Nos grands élèves des classes terminales ont retrouvé le chemin de l’école. A travers mon cours, chaque groupe mène une réflexion sur ce que nous vivons après deux mois de confinement. Retrouver un peu de lien social fait du bien. Les prouesses de l’enseignement numérique sont une aide précieuse et indiscutable mais elles ne remplaceront jamais le contact humain et le besoin d’être ensemble. Le port du masque, évidemment nécessaire, n’est pas chose aisée pour discuter. C’est un peu étouffant de ne pas pouvoir s’exprimer dans le face-à-face, mais les yeux des ados en disent long. Il y a ceux qui pétillent à l’évocation de moments inédits partagés en famille. Il y a ceux qui se mouillent en relatant la solitude ou les difficultés rencontrées. Que de réalités diverses vécues par nos adolescents! Il faut beaucoup de respect et de délicatesse dans ces moments de partage. Encore une fois, je perçois leur soif à vouloir vivre avec confiance. Confiance en eux-mêmes, dans les autres et dans l’avenir. Ils ont besoin de se construire, de se projeter dans la vie et de rêver.
Réalisons-nous combien l’école ou les médias confrontent constamment nos ados à des problématiques anxiogènes? Crise terroriste, crise migratoire, crise financière, crise populiste et extrémiste, crise climatique, crise sanitaire… Sans compter les problèmes liés aux racismes et discriminations, violences conjugales, harcèlement scolaire, pauvretés ici et dans le monde… Il est évident qu’il est éminemment important et légitime de traiter toutes ces préoccupations citoyennes à l’école. Mais il convient de le faire avec justesse. Conscientiser, ce n’est pas accabler ou culpabiliser. Il convient d’user de la plus grande prudence car nous nous adressons à des jeunes en construction qui ont aussi besoin de pouvoir s’engager sereinement dans l’avenir. Voulons-nous en faire de futurs adultes stressés, angoissés, déprimés? A cette période transitoire de leur vie, les ados sont d’abord préoccupés par des enjeux psycho-affectifs à ne pas négliger. A quoi pense un ado quand il se rend à l’école? Il se demande d’abord s’il va "assurer". Il est inquiet de ce que les autres pensent de lui car il a besoin de cette reconnaissance sociale. Il se demande si ses parents vont l’autoriser à sortir samedi soir. Il a besoin de s’affirmer, d’expérimenter son autonomie, de conquérir sa liberté. Il s’inquiète de son échec en math qu’il traîne depuis des semaines. Il est préoccupé par son apparence physique, sa confiance en lui. Il s’interroge sur sa vie affective. Il se demande ce qu’il va choisir comme études supérieures. Bref, c’est tout un bouillonnement que l’ado traverse, en quête de sens, de vérité, d’accomplissement. Au même moment, certains adultes lui dépeignent constamment un monde en déclin dont il ne resterait bientôt plus rien. Les pires déclinistes détruisent la jeunesse. Comment dès lors s’étonner que certains ados jouent la carte de l’indifférence? Face à tant d’agressions, ils se protègent.
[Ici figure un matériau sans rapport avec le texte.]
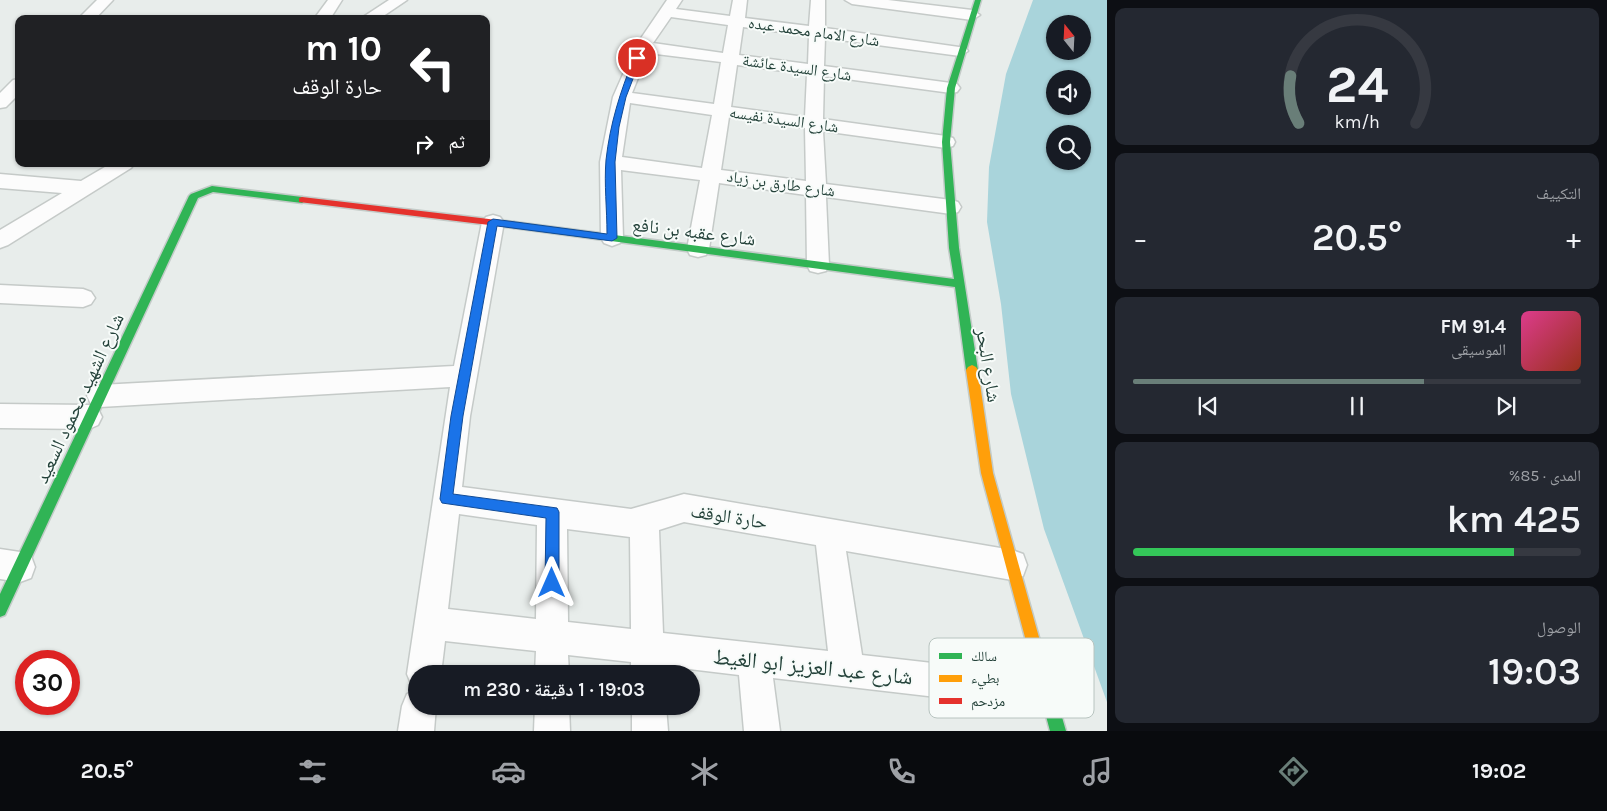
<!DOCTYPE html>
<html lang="ar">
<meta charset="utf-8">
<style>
body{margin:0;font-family:Karla,"Noto Naskh Arabic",sans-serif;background:#242831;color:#f1f3f6;direction:rtl;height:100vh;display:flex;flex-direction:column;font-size:19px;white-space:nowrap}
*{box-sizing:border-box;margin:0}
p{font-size:16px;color:#9ea1a6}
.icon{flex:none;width:28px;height:28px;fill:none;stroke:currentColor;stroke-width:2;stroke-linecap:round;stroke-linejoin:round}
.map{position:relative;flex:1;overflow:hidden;direction:ltr}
.details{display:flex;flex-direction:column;gap:8px;padding:8px;background:#0d0f14;width:500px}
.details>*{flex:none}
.top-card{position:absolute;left:15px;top:15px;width:475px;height:152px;border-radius:10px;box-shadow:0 1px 4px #0004;direction:rtl;background:#202124;color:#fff;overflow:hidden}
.needle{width:32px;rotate:342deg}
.buttons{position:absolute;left:1046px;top:15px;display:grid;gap:10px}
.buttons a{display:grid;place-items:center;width:45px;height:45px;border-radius:50%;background:#171b24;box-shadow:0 1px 4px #0004;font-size:25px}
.speed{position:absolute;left:15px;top:650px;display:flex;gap:10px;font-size:25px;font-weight:700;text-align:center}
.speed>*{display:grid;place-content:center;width:65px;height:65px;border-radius:50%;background:#171b24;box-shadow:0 1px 4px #0004;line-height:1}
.speed .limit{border:8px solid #d22;background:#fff;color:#111}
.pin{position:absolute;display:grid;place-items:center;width:42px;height:42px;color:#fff;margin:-21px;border:2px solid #fff;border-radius:50%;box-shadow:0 1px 5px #0007}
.me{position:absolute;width:55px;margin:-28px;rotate:0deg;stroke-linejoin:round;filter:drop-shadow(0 0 4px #0008)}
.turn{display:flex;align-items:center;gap:18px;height:105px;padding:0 25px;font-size:22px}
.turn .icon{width:65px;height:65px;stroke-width:2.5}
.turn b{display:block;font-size:35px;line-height:42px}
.then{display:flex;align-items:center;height:48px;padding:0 25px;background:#0003;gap:10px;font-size:19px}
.big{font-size:38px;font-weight:600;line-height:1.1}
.details .card{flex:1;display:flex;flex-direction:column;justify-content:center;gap:8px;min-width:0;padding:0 18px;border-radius:10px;background:#242831}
.details .dial{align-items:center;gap:0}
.dial svg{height:130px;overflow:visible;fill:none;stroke:#363941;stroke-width:7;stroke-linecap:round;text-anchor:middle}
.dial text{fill:#f1f3f6;stroke:none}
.song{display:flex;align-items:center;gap:15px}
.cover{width:60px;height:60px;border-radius:8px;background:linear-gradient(135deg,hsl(330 70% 55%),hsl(10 70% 35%))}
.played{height:5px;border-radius:2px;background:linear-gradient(90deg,#697e78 65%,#363941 65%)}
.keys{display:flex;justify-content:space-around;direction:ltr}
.heat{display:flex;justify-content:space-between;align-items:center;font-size:28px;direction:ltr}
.charge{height:8px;border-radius:4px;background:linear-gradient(90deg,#34c759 85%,#363941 0)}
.trip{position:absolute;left:408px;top:665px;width:292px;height:50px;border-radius:25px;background:#171b24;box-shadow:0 1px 4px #0004;font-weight:600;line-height:50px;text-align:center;direction:rtl}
.tabs{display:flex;height:80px;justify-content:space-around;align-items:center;background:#090b0e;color:#9ea1a6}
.tabs .icon{width:35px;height:35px}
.tabs .active{color:#697e78}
.tabs b{font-size:22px;color:#f1f3f6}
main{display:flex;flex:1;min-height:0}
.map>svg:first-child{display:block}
.water{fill:#a9d4db;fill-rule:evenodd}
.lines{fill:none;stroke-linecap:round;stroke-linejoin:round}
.street-casing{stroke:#c5cac8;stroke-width:3}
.fast-casing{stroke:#c3cbc8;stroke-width:3}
.slow-casing{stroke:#c3cbc8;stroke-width:3}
.jam-casing{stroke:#c3cbc8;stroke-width:3}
.street{fill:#fcfcfc;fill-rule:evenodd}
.fast{fill:#30b455;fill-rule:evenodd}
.slow{fill:#ff9f0a;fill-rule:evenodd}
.jam{fill:#e5322d;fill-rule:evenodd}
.route{fill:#1a73e8;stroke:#114b97}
.labels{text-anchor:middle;stroke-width:4;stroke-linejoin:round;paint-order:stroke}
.far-street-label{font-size:16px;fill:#24423a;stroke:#f7fbf9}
.street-label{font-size:19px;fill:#24423a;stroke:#f7fbf9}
.near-street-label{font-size:22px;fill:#24423a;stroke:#f7fbf9}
.key{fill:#f7fbf9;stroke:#b8c4c0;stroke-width:1}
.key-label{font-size:14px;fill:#24423a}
</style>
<main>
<section class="details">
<div class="card dial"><svg viewBox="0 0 100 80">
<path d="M14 69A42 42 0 1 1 86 69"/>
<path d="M14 69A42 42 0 0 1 9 40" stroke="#697e78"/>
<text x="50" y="56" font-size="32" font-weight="700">24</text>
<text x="50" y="72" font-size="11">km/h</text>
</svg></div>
<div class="card"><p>التكييف</p>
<div class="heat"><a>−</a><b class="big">20.5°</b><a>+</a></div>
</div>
<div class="card">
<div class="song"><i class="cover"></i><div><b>91.4 FM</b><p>الموسيقى</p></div></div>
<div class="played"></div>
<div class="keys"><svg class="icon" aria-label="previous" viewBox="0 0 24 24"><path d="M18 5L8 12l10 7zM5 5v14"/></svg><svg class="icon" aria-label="pause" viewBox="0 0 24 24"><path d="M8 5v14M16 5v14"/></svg><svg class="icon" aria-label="next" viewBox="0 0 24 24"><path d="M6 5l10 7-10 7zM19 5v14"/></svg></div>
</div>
<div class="card"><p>المدى · 85%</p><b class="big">425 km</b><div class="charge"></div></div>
<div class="card"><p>الوصول</p><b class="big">19:03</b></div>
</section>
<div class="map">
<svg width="1107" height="731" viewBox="0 0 1107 731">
<rect width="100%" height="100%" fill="#e8edeb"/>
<path class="water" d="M1033,0H1107V702L1044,529L1011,394L1001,304L987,222L989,167L1006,74ZM1055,24H1082V51H1055ZM1055,79H1082V106H1055ZM1055,134H1082V161H1055Z"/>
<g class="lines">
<defs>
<g id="street">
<polygon points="97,0 113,0 95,19 78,19"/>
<polygon points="328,0 342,0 330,19 314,19"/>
<polygon points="389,0 407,0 379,19 360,19"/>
<path d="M667,0H682L676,9L730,16L733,0H747L745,18L809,26L811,0H825V28L966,48L968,51L960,56L825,38L824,66L951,83L957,84L960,88L957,92L951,93L824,76L823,119L946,136L953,138L955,142L953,146L946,148L823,131L826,184L951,200L958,202L961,207L958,212L951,214L826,197L829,265L826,271L818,273L810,271L807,265L806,195L719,183L709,249L706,255L698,257L690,255L687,249L700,180L621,170L623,238L620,243L612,246L604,243L601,238L600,162L613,97L635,47ZM671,17L728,25L723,53L653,43ZM743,27L809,36L808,64L739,55ZM648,53L721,62L714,104L632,93ZM737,65L807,74L805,117L731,107ZM630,103L712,115L702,168L622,157ZM729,117L805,128L806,181L721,170Z"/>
<polygon points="845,0 888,0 972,10 980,15 972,20 852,4"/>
<polygon points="19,79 19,94 6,107 0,108 0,93 13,80"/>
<polygon points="110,164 134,164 131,168 8,245 0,248 0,230 62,193 0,188 0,174 81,181"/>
<path d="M493,215L500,217L504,222L470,416L462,487L631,509L684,494L1012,550L1023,554L1027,565L1023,576L1012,580L846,551L862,655L1047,676L1059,681L1064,693L1059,705L1047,710L773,678L780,731H744L739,675L664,666L665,674H631V662L568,655L569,674H535L536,651L445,641L441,674H416V688L412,686L407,674L450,387L100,407L91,404L87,396L91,388L100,385L454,366L482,222L486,217ZM459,514L537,525L536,619L448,609ZM684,522L816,545L828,651L663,633L659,530ZM567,529L630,537L631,629L568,622Z"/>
<polygon points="0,285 83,289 91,292 95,298 91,304 83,307 0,303"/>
<polygon points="0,404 89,405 98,409 102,417 98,425 89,429 0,428"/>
<polygon points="0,549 20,552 31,556 35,567 31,578 20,582 0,579"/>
<polygon points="416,690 416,706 436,706 434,731 398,731 402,706 407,694"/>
<polygon points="535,706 569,706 570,731 534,731"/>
<polygon points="632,706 666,706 668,731 632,731"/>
</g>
<g id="fast">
<polygon points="975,0 981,0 955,88 950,142 959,248 978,370 976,373 968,373 966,370 955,287 514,228 509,225 514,222 954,279 949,248 942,142 947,88"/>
<polygon points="212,186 302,197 307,200 302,203 213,192 198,198 5,615 0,617 0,594 189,196 191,194"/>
<polygon points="1033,634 1038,636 1040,641 1066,731 1050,731 1026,641 1028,636"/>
</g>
<polygon id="slow" points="972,365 976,367 978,370 993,473 1040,641 1038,646 1033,648 1028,646 1026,641 981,473 966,370 968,367"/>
<polygon id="jam" points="302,197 514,222 519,225 514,228 299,202 299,198"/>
</defs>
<use href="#street" class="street-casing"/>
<use href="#fast" class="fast-casing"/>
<use href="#slow" class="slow-casing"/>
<use href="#jam" class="jam-casing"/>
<use href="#street" class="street"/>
<use href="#fast" class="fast"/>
<use href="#slow" class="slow"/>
<use href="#jam" class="jam"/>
</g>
<path class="route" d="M637,56L641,58L626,97L619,127L615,162L617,238L612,241L497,226L463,416L453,494L557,508L559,512V583L557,588L552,590L547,588L545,583L546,518L442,503L440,499L451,416L488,222L493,219L607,234C607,209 604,184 606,160C610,124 620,92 634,58Z"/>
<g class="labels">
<g class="far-street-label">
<text transform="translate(814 31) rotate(8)" y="6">شارع الامام محمد عبده</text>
<text transform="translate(797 67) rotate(8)" y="6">شارع السيدة عائشة</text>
<text transform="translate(784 119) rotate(8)" y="6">شارع السيدة نفيسه</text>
<text transform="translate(781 183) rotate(8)" y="6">شارع طارق بن زياد</text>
</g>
<g class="street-label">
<text transform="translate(694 231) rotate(7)" y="7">شارع عقبه بن نافع</text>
<text transform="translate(989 365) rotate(81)" y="7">شارع البحر</text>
<text transform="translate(79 398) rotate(-65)" y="7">شارع الشهيد محمود السعيد</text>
<text transform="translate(729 516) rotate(9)" y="7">حارة الوقف</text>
</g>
<g class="near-street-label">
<text transform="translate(813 666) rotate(6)" y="8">شارع عبد العزيز ابو الغيط</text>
</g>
</g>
<rect x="929" y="638" width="165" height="80" rx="8" class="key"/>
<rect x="939" y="653" width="23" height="6" fill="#30b455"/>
<rect x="939" y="675" width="23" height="7" fill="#ff9f0a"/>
<rect x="939" y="698" width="23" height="6" fill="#e5322d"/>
<g class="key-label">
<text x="971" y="661">سالك</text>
<text x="971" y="683">بطيء</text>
<text x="971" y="706">مزدحم</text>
</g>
</svg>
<div class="buttons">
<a><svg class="needle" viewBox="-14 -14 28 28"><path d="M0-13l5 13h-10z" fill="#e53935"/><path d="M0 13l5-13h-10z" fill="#9ea1a6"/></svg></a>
<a><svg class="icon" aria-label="sound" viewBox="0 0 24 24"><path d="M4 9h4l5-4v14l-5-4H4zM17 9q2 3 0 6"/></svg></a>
<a><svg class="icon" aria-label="search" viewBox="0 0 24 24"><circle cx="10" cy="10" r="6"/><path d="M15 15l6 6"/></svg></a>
</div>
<div class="speed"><div class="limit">30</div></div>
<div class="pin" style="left:637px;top:58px;background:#d93025"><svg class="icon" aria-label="arrive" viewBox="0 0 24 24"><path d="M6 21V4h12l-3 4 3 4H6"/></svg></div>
<svg class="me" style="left:552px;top:583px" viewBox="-20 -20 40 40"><path d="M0-17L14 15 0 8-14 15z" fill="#1a73e8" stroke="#fff" stroke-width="4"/></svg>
<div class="trip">19:03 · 1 دقيقة · 230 m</div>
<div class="top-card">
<div class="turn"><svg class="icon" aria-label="left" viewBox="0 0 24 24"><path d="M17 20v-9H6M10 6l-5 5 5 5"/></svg><div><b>10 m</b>حارة الوقف</div></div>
<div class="then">ثم<svg class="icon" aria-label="right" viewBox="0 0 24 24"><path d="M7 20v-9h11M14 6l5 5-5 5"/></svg></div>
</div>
</div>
</main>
<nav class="tabs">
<b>19:02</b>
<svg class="icon active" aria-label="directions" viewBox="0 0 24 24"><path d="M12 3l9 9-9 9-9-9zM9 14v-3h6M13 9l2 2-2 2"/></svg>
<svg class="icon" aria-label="music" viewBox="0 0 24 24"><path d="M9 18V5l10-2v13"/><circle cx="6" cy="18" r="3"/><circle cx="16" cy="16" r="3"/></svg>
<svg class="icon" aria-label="phone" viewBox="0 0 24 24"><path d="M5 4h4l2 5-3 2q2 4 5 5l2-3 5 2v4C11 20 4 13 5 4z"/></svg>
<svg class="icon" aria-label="climate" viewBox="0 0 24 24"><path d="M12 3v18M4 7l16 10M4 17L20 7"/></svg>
<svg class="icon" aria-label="car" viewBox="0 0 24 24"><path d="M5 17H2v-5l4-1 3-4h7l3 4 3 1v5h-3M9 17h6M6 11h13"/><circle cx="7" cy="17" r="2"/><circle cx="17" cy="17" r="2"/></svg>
<svg class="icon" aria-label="filters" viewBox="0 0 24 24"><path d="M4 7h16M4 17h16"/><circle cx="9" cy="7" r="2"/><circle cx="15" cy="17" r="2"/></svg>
<b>20.5°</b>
</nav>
Il faut parler, et surtout les laisser parler, des défis urgents de notre société. Mais il importe de le faire en insufflant de l’espérance. En tant que parents, enseignants, éducateurs, aidons les jeunes à percevoir leur formidable potentiel de vie. Ils sont capables de tant de créations et de généreuses actions. Ils peuvent expérimenter que l’édification d’un monde plus juste et plus respectueux de l’environnement n’est pas chose facile, mais que cela apporte de la joie. Lorsqu’on les accompagne de façon positive et constructive, les jeunes sont enthousiastes à donner le meilleur d’eux-mêmes. Ne les confinons pas dans la peur. Mettons l’accent sur ce qu’ils peuvent faire, à leur mesure, tels qu’ils sont et là où ils se trouvent. A l’école, dans les clubs de sport ou les mouvements de jeunesse, ils peuvent profiter d’une pédagogie de projet qui les invite à entreprendre avec solidarité et valeurs, à se motiver ensemble, à apprécier les résultats. Vraiment, il faut du bonheur à grandir!